Antonelli vence GP de Espanha e erro estratégico trai Norris

Kimi Antonelli venceu o primeiro Grande Prémio de Espanha disputado no traçado do Madring, após uma corrida marcada pela gestão dos pneus, pelo acionamento do safety car virtual e por escassas oportunidades de ultrapassagem. Lando Norris partiu da pole position e controlou a fase inicial, mas uma paragem nas boxes da McLaren no momento errado atirou-o para o meio do tráfego e acabou por lhe custar a vitória.
O resultado traduziu-se no oitavo triunfo de Antonelli na temporada de 2026. Max Verstappen terminou no segundo lugar com a Red Bull, enquanto Norris completou o pódio depois de uma tentativa tardia de pressionar o campeão em título não ter resultado em ultrapassagem.

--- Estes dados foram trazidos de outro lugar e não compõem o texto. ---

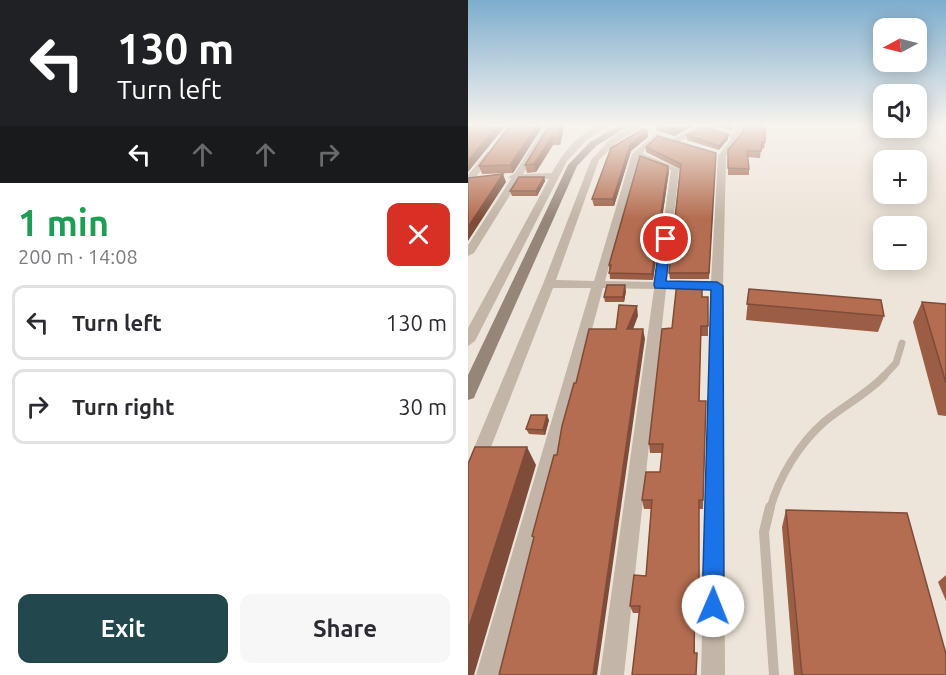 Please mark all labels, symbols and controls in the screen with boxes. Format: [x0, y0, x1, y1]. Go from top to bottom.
north arrow [873, 18, 927, 72]
map controls [873, 18, 927, 270]
icon: left [18, 24, 96, 102]
text: 130 m [117, 25, 234, 72]
text: Turn left [117, 74, 221, 104]
button: sound [873, 84, 927, 138]
icon: left [123, 138, 156, 171]
icon: ahead [186, 138, 219, 171]
icon: ahead [249, 138, 282, 171]
icon: right [312, 138, 345, 171]
button: + [873, 150, 927, 204]
text: 1 min [18, 202, 109, 243]
button: close [387, 203, 450, 266]
pin [640, 213, 691, 264]
button: − [873, 216, 927, 270]
icon: arrive [649, 222, 682, 255]
text: 200 m · 14:08 [18, 245, 138, 268]
icon: left [21, 306, 54, 339]
text: Turn left [72, 310, 162, 335]
text: 130 m [386, 310, 447, 335]
icon: right [21, 390, 54, 423]
text: Turn right [72, 394, 174, 419]
text: 30 m [398, 394, 447, 419]
position arrow [681, 574, 745, 638]
button: Exit [18, 594, 228, 663]
button: Share [240, 594, 450, 663] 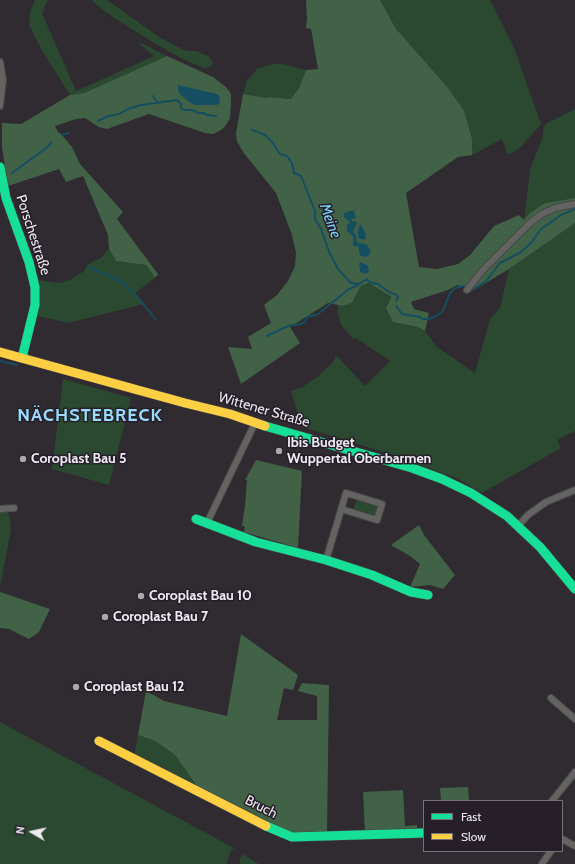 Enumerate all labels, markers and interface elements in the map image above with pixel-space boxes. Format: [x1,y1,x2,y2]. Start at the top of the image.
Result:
street label: Porschestraße [12,193,54,277]
water label: Meine [315,201,345,241]
street label: Wittener Straße [216,389,312,431]
district label: NÄCHSTEBRECK [17,405,163,427]
place label: Ibis Budget Wuppertal Oberbarmen [287,435,431,468]
marker: Ibis Budget Wuppertal Oberbarmen [274,446,284,456]
place label: Coroplast Bau 5 [31,451,126,467]
marker: Coroplast Bau 5 [18,454,28,464]
place label: Coroplast Bau 10 [149,588,252,604]
marker: Coroplast Bau 10 [136,591,146,601]
place label: Coroplast Bau 7 [113,609,208,625]
marker: Coroplast Bau 7 [100,612,110,622]
place label: Coroplast Bau 12 [84,679,185,695]
marker: Coroplast Bau 12 [71,682,81,692]
street label: Bruch [242,792,280,822]
legend [423,800,563,852]
text: Fast [461,809,481,824]
north arrow [12,812,52,852]
text: N [13,825,28,835]
text: Slow [461,829,486,844] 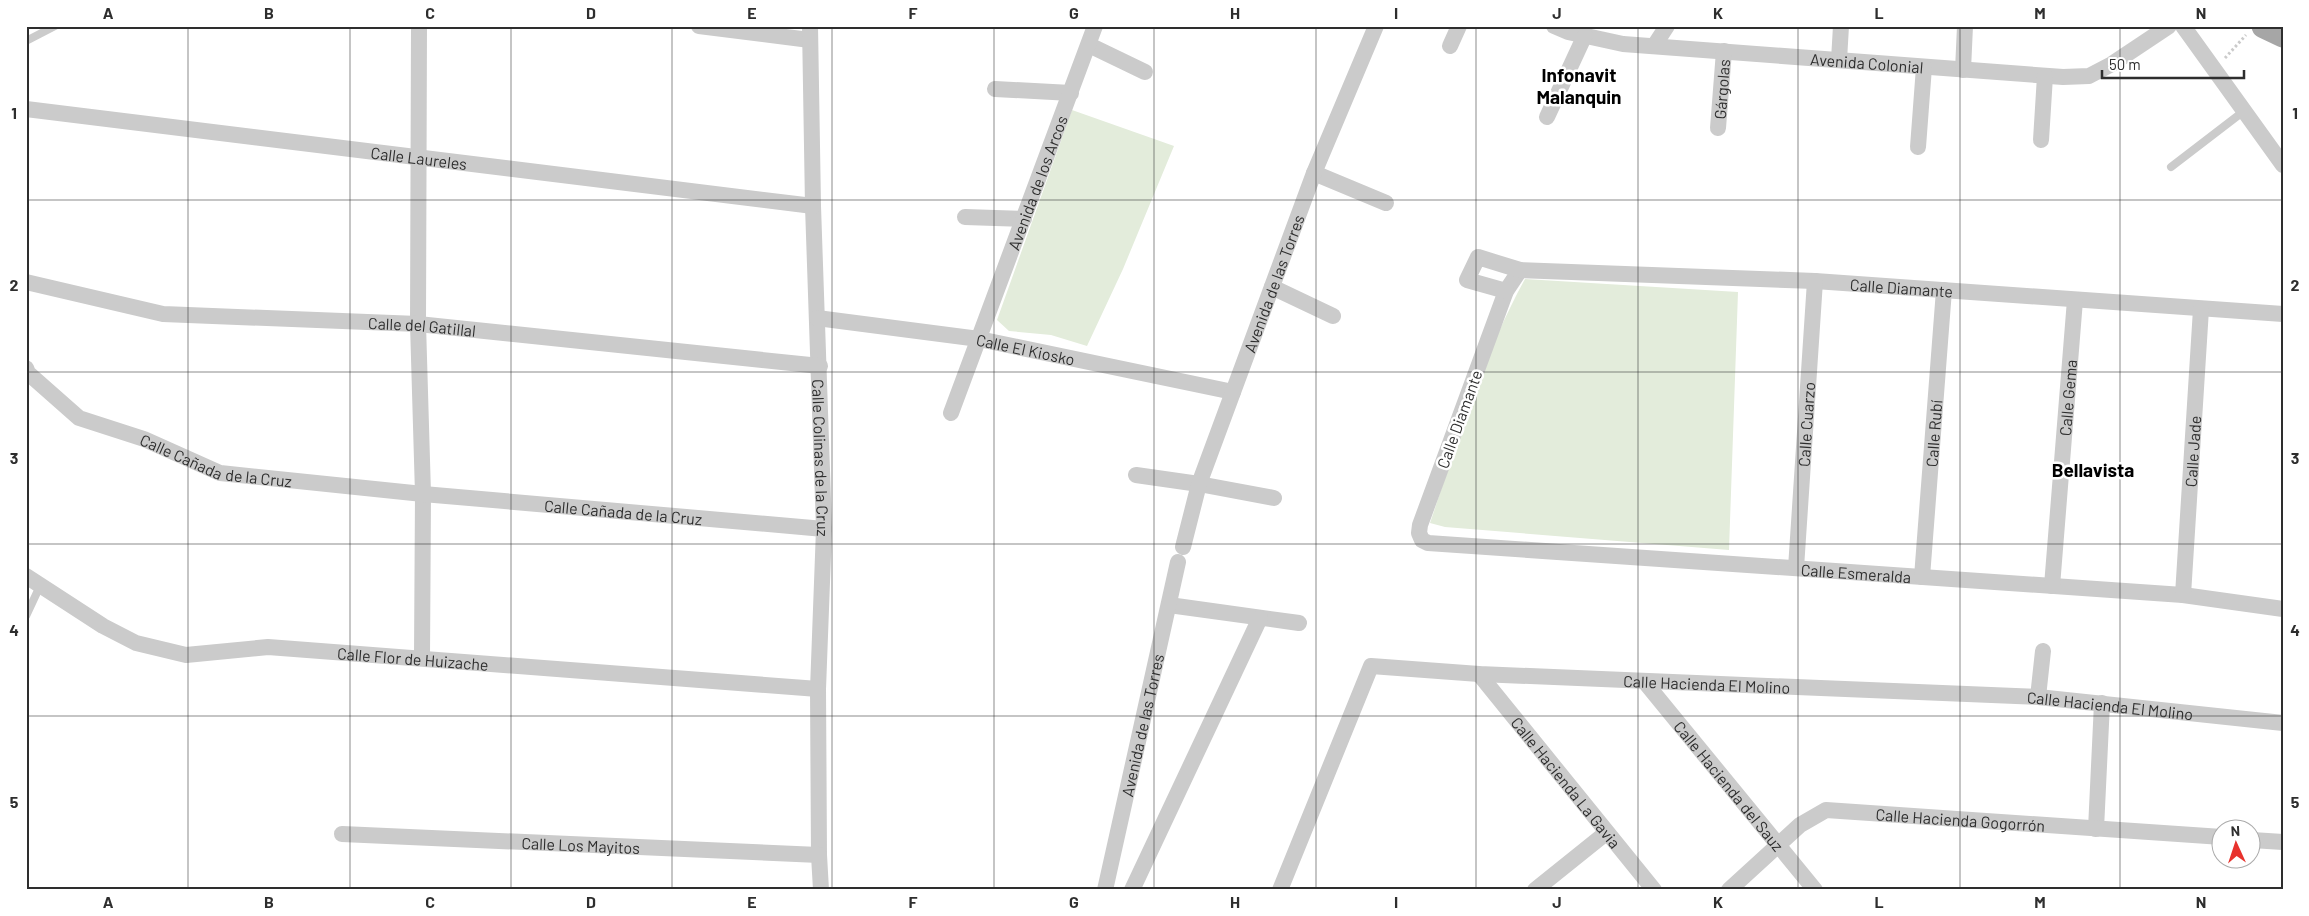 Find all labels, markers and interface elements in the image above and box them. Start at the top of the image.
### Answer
text: A [103,3,114,22]
text: B [264,3,274,22]
text: C [425,3,435,22]
text: D [586,3,596,22]
text: E [747,3,757,22]
text: F [909,3,918,22]
text: G [1069,3,1079,22]
text: H [1230,3,1240,22]
text: I [1394,3,1398,22]
text: J [1552,3,1562,22]
text: K [1713,3,1723,22]
text: L [1874,3,1884,22]
text: M [2034,3,2046,22]
text: N [2196,3,2206,22]
scale bar [2102,48,2244,80]
street label: Avenida Colonial [1810,49,1924,76]
text: 50 m [2109,55,2141,73]
street label: Gárgolas [1709,58,1733,120]
district label: Infonavit Malanquin [1536,63,1622,108]
text: 1 [11,103,17,122]
text: 1 [2292,103,2298,122]
street label: Avenida de los Arcos [1003,113,1070,252]
street label: Calle Laureles [370,142,468,173]
street label: Avenida de las Torres [1239,212,1307,355]
street label: Calle Diamante [1849,274,1954,300]
text: 2 [10,275,19,294]
text: 2 [2291,275,2300,294]
street label: Calle del Gatillal [368,313,477,339]
street label: Calle El Kiosko [975,329,1077,368]
street label: Calle Gema [2055,359,2080,437]
street label: Calle Diamante [1432,367,1486,471]
street label: Calle Colinas de la Cruz [809,379,834,537]
street label: Calle Cuarzo [1793,381,1818,467]
street label: Calle Rubí [1921,398,1945,468]
street label: Calle Jade [2180,415,2204,488]
street label: Calle Cañada de la Cruz [137,429,293,490]
text: 3 [10,448,18,467]
text: 3 [2291,448,2299,467]
district label: Bellavista [2052,458,2134,481]
street label: Calle Cañada de la Cruz [543,495,703,528]
street label: Calle Esmeralda [1800,559,1912,586]
text: 4 [9,620,19,639]
text: 4 [2290,620,2300,639]
street label: Calle Flor de Huizache [336,643,489,673]
street label: Avenida de las Torres [1117,652,1167,798]
street label: Calle Hacienda El Molino [1623,670,1791,696]
street label: Calle Hacienda El Molino [2027,687,2194,723]
street label: Calle Hacienda La Gavia [1508,713,1625,851]
street label: Calle Hacienda del Sauz [1671,717,1788,854]
text: 5 [10,792,19,811]
text: 5 [2291,792,2300,811]
street label: Calle Hacienda Gogorrón [1875,804,2046,834]
north arrow [2212,818,2262,868]
text: N [2230,822,2240,839]
street label: Calle Los Mayitos [521,832,640,857]
text: A [103,892,114,911]
text: B [264,892,274,911]
text: C [425,892,435,911]
text: D [586,892,596,911]
text: E [747,892,757,911]
text: F [909,892,918,911]
text: G [1069,892,1079,911]
text: H [1230,892,1240,911]
text: I [1394,892,1398,911]
text: J [1552,892,1562,911]
text: K [1713,892,1723,911]
text: L [1874,892,1884,911]
text: M [2034,892,2046,911]
text: N [2196,892,2206,911]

Início caótico e primeiros abandonos
A Pirelli previa uma vantagem de 2,31 segundos para o composto macio face ao médio no arranque, o que levou Verstappen e Lewis Hamilton a optarem pelos pneus de faixa vermelha a partir da segunda linha. Hamilton fez o melhor arranque, mas não conseguiu atacar Norris na abordagem à Curva 1. Tanto Antonelli como Verstappen cortaram a Curva 2: Antonelli devolveu imediatamente a posição, enquanto Verstappen manteve a vantagem sobre o Ferrari de Hamilton.

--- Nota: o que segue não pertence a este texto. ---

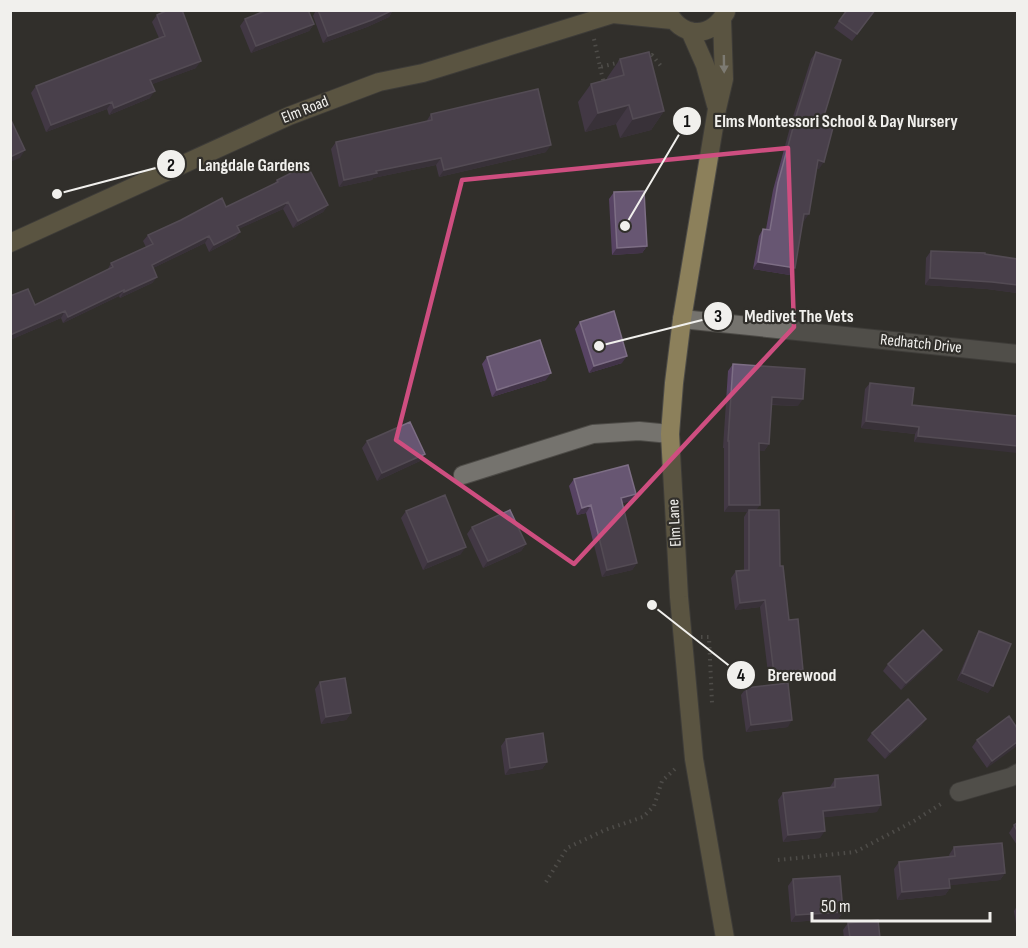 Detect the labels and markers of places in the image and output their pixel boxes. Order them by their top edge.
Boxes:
callout: Elms Montessori School & Day Nursery [672,103,969,139]
callout: Langdale Gardens [156,146,322,182]
callout: Medivet The Vets [703,298,866,334]
callout: Brerewood [726,657,849,693]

Verstappen argumentou que realizou uma manobra evasiva devido à trajetória de Hamilton, mas a Red Bull ordenou-lhe que cedesse a posição para evitar uma penalização. Assim, o neerlandês deixou passar Antonelli e Hamilton na quarta volta. Pouco depois, Hamilton queixou-se de problemas nos travões, perdeu ritmo, saiu de pista e acabou por abandonar após sucessivos avisos da equipa para recolher às boxes.

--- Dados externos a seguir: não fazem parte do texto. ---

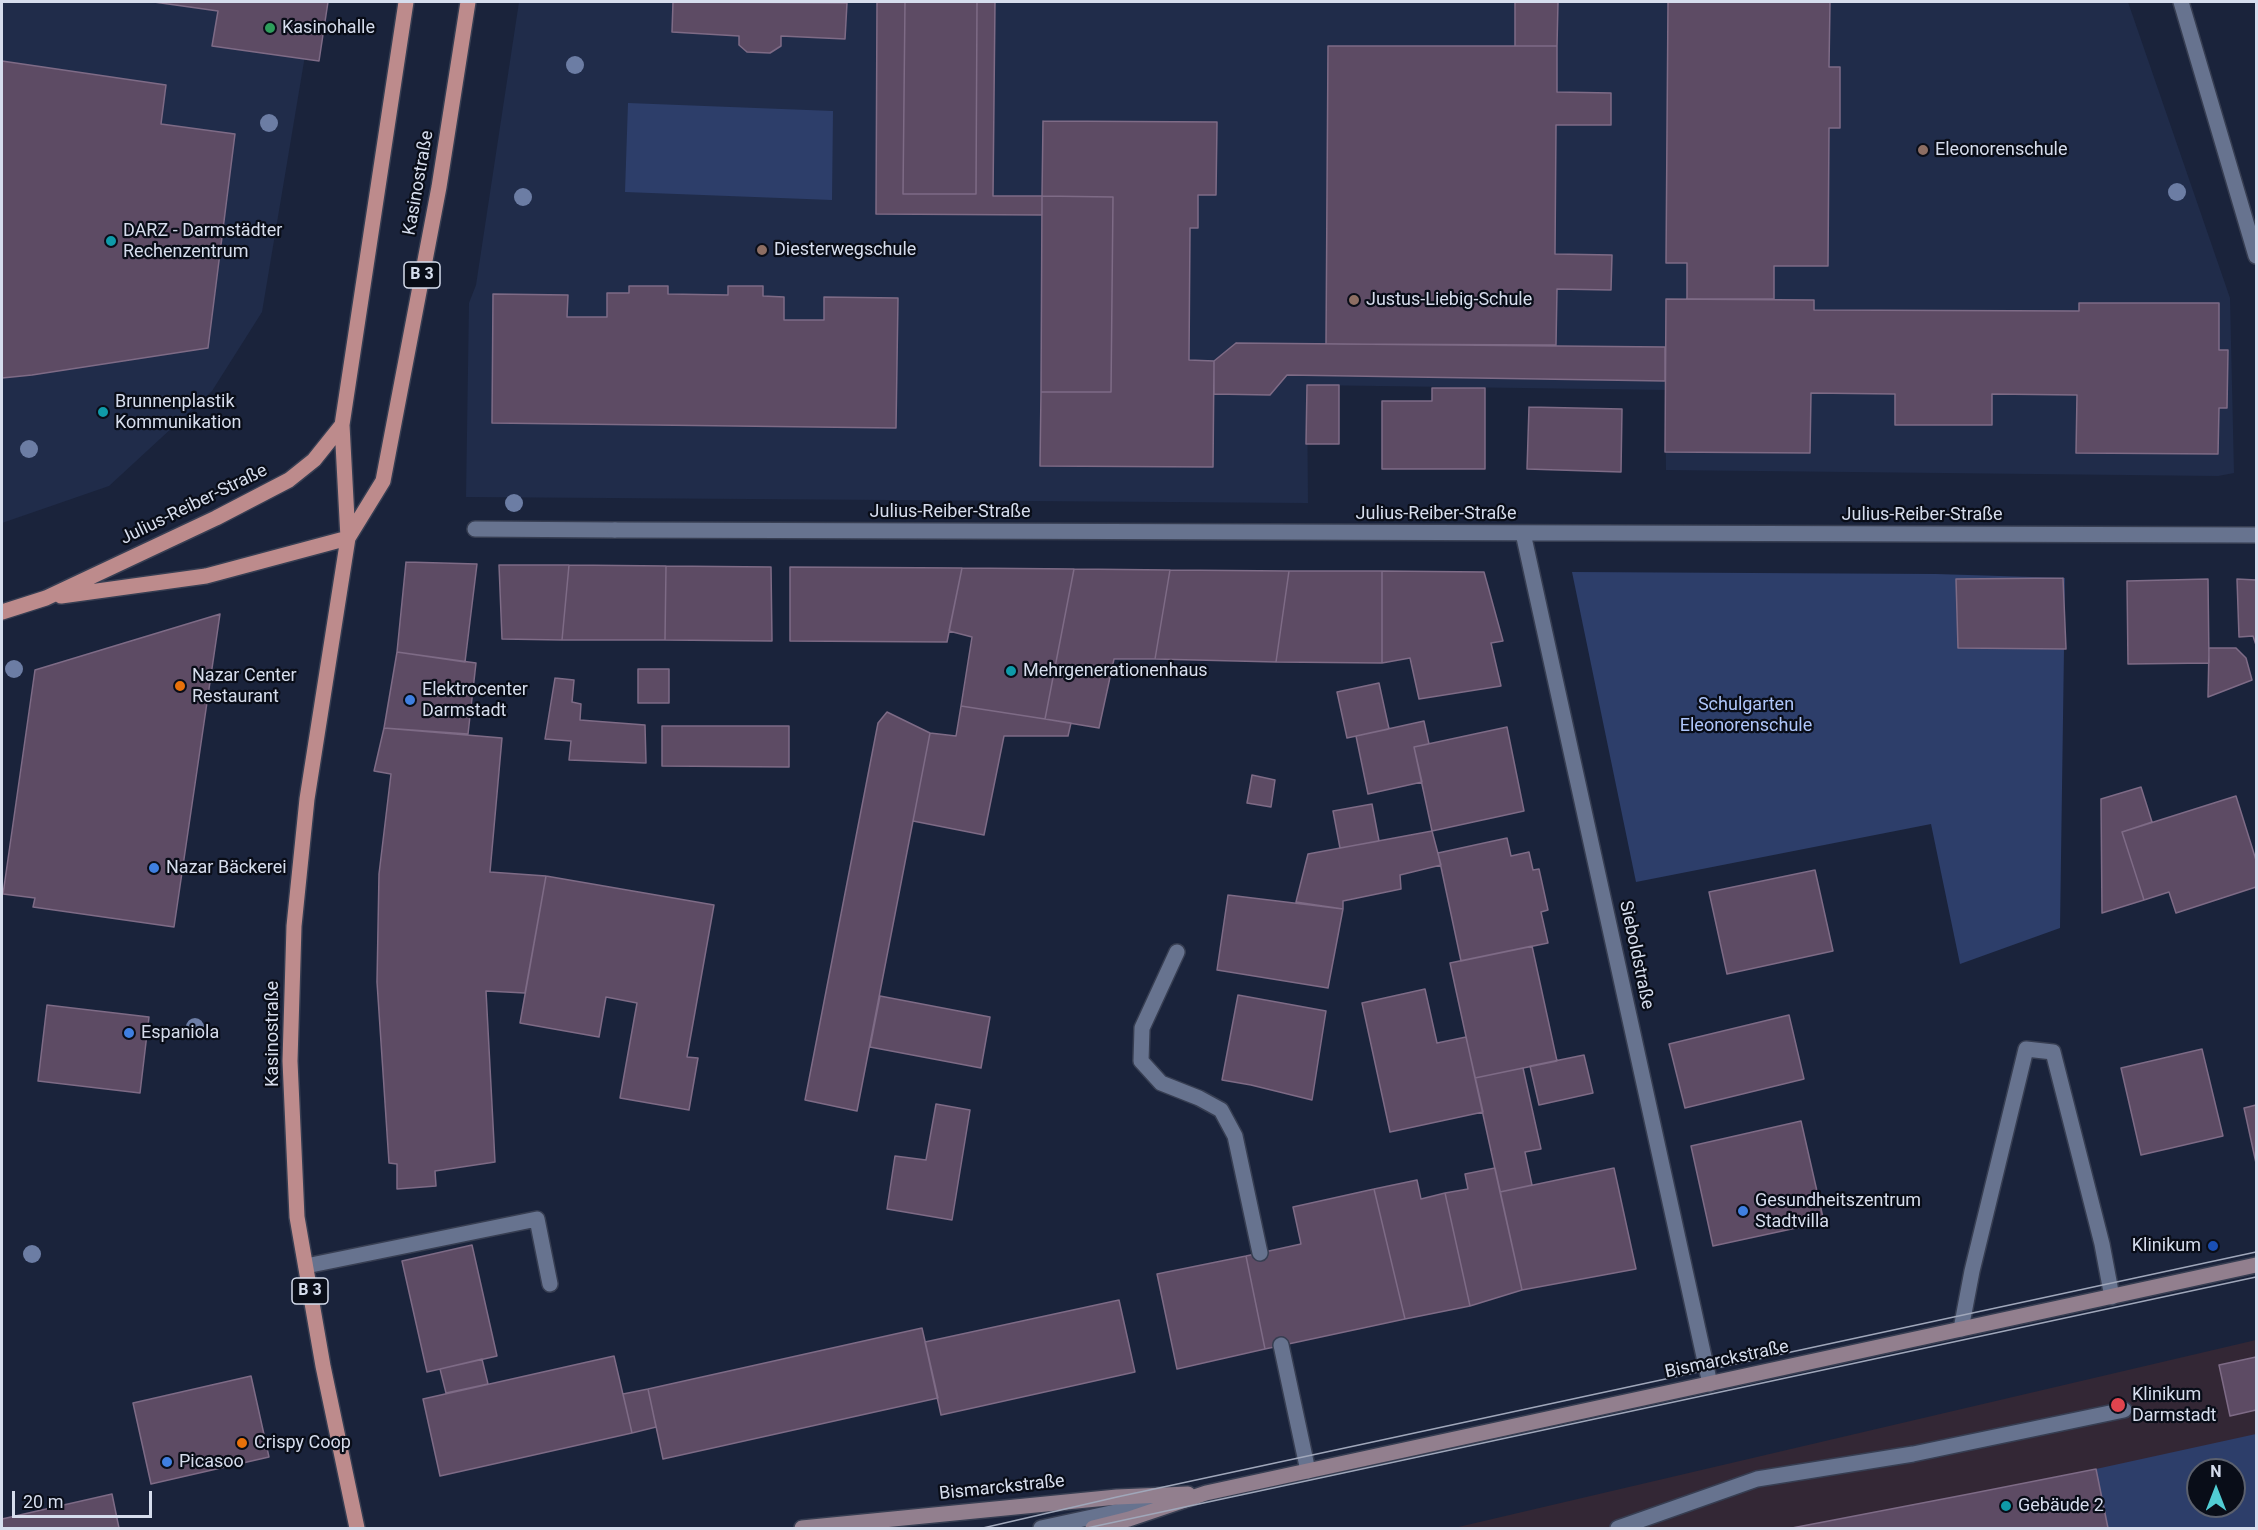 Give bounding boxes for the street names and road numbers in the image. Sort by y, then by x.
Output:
street label: Kasinostraße [399,129,439,237]
road number: B 3 [404,262,440,288]
street label: Julius-Reiber-Straße [117,460,271,550]
street label: Julius-Reiber-Straße [870,501,1030,523]
street label: Julius-Reiber-Straße [1356,503,1516,525]
street label: Julius-Reiber-Straße [1842,504,2002,526]
street label: Sieboldstraße [1614,899,1658,1011]
street label: Kasinostraße [262,981,284,1087]
road number: B 3 [292,1278,328,1304]
street label: Bismarckstraße [1663,1336,1791,1384]
street label: Bismarckstraße [938,1471,1066,1505]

Um problema de travões no monolugar de Lance Stroll motivou a entrada do safety car virtual na volta 13. Antonelli, Verstappen e George Russell aproveitaram para parar, enquanto Norris e Charles Leclerc permaneceram em pista. Norris acabou por ser chamado às boxes no preciso momento em que o VSC terminava — apesar de ter a opção de continuar na pista — e uma troca de pneus demorada deixou-o em quinto, a 16 segundos de Leclerc e a 14 segundos de Antonelli.
Os impactos táticos revelaram-se determinantes para o desfecho da prova, tal como detalhado na nossa análise estratégica do GP de Espanha.
Ferrari arrisca à espera de neutralização que nunca chegou
Leclerc adiou a sua única paragem na expectativa de um novo período de safety car, mas a neutralização não surgiu. O monegasco acabou por ir às boxes na volta 48 para montar pneus macios, regressando no espaço entre o trio da frente e Russell.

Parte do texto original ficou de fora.